Exercise input:
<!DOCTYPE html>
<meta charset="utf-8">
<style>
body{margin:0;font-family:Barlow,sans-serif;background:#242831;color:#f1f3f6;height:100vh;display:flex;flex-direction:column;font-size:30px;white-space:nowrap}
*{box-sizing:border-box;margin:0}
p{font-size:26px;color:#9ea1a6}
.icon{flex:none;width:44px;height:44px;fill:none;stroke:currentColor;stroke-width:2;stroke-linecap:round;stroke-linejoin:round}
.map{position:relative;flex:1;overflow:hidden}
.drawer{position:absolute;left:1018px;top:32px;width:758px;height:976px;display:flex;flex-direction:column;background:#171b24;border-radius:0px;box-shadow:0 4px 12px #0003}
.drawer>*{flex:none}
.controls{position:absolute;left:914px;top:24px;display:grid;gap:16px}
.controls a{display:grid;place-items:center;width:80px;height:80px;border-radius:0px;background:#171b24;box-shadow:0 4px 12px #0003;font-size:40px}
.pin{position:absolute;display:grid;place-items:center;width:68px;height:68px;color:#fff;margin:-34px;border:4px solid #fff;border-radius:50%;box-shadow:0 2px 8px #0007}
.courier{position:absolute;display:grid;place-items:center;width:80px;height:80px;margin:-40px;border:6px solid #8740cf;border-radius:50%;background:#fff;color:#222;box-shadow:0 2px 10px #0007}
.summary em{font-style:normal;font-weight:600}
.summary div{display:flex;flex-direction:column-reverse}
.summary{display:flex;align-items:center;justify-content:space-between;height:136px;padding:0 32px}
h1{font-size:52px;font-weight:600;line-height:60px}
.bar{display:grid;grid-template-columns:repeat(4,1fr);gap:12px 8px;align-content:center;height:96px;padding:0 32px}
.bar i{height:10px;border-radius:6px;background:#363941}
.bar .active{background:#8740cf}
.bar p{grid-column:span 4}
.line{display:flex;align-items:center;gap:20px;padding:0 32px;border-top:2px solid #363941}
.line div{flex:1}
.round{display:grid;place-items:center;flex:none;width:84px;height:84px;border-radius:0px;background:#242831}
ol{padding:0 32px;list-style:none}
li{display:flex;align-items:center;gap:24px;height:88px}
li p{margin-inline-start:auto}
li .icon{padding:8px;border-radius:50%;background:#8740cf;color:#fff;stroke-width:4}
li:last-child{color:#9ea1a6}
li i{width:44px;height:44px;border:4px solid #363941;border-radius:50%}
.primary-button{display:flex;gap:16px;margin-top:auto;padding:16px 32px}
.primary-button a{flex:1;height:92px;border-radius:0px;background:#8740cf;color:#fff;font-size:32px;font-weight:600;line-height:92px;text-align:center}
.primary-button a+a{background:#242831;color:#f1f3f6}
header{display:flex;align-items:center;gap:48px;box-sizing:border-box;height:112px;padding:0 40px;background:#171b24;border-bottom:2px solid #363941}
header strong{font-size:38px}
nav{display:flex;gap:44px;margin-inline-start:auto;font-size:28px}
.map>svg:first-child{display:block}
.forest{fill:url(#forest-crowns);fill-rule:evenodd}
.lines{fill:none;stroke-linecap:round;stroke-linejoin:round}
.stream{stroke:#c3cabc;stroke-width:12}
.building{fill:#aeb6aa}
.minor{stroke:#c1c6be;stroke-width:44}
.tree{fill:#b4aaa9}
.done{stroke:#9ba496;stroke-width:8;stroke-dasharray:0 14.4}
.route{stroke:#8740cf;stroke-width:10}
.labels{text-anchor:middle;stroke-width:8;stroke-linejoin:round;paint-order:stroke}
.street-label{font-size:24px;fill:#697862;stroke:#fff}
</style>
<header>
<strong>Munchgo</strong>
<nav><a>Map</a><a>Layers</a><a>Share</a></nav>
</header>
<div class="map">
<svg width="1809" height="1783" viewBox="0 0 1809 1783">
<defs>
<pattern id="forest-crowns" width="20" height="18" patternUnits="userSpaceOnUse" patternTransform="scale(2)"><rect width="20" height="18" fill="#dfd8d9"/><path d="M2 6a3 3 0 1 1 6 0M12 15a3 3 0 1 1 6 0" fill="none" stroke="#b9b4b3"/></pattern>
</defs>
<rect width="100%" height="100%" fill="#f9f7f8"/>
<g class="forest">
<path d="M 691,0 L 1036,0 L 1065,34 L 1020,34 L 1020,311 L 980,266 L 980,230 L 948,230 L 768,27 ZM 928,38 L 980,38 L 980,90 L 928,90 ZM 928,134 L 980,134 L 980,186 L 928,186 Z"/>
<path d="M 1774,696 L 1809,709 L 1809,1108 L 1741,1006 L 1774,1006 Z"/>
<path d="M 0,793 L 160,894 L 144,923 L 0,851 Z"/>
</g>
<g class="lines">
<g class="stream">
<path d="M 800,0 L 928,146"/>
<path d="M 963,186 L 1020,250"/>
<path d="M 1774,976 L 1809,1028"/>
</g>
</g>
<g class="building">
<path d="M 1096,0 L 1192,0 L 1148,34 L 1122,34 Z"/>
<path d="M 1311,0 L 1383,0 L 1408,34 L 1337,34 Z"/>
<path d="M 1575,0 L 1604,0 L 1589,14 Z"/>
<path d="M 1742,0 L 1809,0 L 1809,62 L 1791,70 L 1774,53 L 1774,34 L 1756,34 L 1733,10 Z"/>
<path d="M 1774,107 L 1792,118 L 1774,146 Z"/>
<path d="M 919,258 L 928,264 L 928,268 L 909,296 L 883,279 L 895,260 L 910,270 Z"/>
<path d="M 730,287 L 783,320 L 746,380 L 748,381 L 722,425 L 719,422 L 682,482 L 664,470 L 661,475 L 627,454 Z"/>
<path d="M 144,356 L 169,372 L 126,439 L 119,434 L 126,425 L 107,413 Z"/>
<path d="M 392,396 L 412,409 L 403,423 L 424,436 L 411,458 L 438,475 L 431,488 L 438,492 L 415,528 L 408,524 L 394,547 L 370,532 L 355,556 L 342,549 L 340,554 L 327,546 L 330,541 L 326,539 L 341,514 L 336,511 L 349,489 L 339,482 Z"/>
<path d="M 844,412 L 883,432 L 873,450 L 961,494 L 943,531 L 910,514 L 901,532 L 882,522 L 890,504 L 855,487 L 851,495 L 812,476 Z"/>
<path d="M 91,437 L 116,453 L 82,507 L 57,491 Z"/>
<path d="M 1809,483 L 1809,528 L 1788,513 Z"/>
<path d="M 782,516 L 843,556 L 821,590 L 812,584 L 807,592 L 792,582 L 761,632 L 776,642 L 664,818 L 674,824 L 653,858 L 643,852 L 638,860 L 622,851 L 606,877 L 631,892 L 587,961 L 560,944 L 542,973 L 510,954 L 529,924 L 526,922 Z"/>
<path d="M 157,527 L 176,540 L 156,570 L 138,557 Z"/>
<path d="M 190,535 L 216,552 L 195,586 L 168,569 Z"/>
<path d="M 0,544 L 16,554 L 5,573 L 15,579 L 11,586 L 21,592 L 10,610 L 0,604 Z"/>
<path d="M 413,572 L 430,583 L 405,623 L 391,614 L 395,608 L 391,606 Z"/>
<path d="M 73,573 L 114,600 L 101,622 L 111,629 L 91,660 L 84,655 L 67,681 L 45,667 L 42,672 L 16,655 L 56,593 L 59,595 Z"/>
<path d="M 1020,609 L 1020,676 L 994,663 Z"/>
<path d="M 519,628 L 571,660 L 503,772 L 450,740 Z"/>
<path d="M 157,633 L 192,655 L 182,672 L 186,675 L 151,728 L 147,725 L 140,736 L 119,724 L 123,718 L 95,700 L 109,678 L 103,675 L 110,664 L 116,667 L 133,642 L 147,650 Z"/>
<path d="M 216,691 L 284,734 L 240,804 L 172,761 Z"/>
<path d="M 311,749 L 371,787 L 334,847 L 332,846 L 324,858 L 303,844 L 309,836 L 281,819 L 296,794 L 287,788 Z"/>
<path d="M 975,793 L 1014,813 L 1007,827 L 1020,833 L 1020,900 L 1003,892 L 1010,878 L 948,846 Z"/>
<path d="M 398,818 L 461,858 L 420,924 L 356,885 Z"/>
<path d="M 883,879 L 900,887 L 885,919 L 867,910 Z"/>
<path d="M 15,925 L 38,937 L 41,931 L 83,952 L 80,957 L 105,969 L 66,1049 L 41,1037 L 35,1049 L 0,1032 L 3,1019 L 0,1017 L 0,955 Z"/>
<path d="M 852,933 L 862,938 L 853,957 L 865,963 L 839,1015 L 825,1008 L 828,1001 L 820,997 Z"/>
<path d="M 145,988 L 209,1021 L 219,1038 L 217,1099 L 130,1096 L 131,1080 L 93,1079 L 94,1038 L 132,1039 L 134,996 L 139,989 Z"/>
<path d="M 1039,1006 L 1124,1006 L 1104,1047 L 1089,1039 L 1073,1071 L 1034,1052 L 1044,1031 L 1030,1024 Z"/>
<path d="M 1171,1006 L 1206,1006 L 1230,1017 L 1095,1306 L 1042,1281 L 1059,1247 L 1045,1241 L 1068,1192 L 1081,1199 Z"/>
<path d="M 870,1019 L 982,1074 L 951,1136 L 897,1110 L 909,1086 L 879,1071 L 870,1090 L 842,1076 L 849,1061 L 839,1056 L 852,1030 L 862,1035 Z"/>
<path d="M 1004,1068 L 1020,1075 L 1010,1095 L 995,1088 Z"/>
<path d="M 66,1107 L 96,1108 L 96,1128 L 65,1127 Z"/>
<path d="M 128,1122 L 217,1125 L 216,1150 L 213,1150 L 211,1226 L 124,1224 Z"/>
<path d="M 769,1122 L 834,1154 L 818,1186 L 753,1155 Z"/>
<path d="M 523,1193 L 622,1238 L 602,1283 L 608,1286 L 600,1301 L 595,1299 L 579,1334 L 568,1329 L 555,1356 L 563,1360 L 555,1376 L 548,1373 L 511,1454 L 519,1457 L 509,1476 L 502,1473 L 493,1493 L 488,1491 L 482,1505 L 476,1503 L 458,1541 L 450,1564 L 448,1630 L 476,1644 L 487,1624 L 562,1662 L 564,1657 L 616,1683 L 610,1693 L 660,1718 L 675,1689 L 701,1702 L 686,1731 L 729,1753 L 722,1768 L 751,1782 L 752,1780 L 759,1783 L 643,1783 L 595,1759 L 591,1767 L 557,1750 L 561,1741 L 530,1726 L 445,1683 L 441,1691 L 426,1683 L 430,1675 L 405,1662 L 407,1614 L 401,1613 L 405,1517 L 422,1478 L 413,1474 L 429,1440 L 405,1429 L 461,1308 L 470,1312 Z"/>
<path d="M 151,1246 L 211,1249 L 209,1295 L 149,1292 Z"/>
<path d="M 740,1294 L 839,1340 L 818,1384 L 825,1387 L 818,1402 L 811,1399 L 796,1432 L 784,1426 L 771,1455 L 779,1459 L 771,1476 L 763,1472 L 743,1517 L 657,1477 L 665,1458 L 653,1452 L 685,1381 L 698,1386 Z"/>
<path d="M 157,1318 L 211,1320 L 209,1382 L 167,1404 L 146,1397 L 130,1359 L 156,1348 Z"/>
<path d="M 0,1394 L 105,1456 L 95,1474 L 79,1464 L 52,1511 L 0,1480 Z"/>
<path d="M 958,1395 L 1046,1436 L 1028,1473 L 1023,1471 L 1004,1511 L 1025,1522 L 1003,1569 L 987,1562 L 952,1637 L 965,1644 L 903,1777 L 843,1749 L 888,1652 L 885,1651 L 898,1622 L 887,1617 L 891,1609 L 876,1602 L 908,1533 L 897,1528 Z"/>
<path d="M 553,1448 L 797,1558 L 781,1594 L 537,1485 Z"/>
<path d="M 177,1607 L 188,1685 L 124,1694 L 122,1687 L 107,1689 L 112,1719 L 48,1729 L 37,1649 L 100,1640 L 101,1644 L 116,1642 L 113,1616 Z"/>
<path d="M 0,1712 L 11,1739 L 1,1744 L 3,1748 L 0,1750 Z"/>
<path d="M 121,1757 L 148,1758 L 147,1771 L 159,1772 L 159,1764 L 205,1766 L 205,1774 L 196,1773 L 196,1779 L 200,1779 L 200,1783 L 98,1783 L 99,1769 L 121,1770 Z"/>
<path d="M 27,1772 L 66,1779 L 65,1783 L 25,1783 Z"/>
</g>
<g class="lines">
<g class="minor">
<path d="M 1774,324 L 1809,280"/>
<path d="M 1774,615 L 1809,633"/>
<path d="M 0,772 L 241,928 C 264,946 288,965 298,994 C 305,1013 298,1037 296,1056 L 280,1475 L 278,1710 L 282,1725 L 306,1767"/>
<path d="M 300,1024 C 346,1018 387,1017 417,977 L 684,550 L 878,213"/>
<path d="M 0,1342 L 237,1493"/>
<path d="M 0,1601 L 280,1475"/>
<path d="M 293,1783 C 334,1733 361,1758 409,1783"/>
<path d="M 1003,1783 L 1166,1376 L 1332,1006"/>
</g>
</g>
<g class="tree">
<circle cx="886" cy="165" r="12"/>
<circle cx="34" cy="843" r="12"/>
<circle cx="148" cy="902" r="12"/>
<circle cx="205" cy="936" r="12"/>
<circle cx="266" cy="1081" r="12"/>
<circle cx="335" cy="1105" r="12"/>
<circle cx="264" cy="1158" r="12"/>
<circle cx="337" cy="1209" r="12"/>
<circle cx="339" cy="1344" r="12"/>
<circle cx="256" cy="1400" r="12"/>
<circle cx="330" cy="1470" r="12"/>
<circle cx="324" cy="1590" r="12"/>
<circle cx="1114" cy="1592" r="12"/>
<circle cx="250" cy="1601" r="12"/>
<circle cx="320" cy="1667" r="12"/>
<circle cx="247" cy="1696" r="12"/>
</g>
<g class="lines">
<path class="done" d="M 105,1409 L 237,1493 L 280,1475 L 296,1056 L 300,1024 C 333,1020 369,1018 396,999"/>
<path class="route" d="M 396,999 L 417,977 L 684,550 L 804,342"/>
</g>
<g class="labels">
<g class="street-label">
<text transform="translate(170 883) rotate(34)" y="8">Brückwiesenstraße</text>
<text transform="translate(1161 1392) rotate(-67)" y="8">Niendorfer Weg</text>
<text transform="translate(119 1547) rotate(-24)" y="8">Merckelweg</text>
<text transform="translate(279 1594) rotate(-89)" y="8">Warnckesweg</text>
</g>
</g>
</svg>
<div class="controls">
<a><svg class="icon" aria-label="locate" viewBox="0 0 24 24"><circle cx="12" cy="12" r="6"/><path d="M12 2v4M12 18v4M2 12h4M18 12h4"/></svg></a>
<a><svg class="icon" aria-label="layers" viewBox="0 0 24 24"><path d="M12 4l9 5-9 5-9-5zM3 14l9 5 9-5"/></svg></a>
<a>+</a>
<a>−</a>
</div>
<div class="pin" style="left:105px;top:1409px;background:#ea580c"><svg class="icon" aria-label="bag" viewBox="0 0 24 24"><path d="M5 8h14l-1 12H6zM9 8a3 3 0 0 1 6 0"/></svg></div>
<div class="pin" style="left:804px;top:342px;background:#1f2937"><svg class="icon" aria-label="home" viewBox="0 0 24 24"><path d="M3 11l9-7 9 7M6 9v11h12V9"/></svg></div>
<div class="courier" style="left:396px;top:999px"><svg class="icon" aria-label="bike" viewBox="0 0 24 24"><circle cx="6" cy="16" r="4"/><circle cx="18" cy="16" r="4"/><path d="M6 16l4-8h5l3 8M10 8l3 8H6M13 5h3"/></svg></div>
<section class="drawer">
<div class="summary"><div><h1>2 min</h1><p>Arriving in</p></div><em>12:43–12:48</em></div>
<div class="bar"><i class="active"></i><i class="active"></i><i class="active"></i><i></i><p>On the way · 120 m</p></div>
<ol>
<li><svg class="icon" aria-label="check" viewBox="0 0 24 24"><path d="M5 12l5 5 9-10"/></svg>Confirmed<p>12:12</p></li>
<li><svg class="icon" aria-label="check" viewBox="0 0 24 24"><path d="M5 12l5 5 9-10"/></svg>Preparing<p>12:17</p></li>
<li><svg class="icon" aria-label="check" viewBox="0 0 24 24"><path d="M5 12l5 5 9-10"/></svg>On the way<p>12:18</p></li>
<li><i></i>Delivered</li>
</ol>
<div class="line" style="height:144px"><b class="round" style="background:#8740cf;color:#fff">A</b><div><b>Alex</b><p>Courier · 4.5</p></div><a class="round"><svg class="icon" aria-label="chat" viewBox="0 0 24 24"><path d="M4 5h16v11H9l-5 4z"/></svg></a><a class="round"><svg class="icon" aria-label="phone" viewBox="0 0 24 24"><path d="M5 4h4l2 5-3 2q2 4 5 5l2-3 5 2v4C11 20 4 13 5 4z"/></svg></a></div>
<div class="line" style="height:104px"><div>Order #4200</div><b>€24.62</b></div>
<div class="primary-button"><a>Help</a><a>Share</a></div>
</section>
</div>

Assignment: Count of lines with "position": please work it out for the entries above and give the number by itself.

Answer to this exercise: 5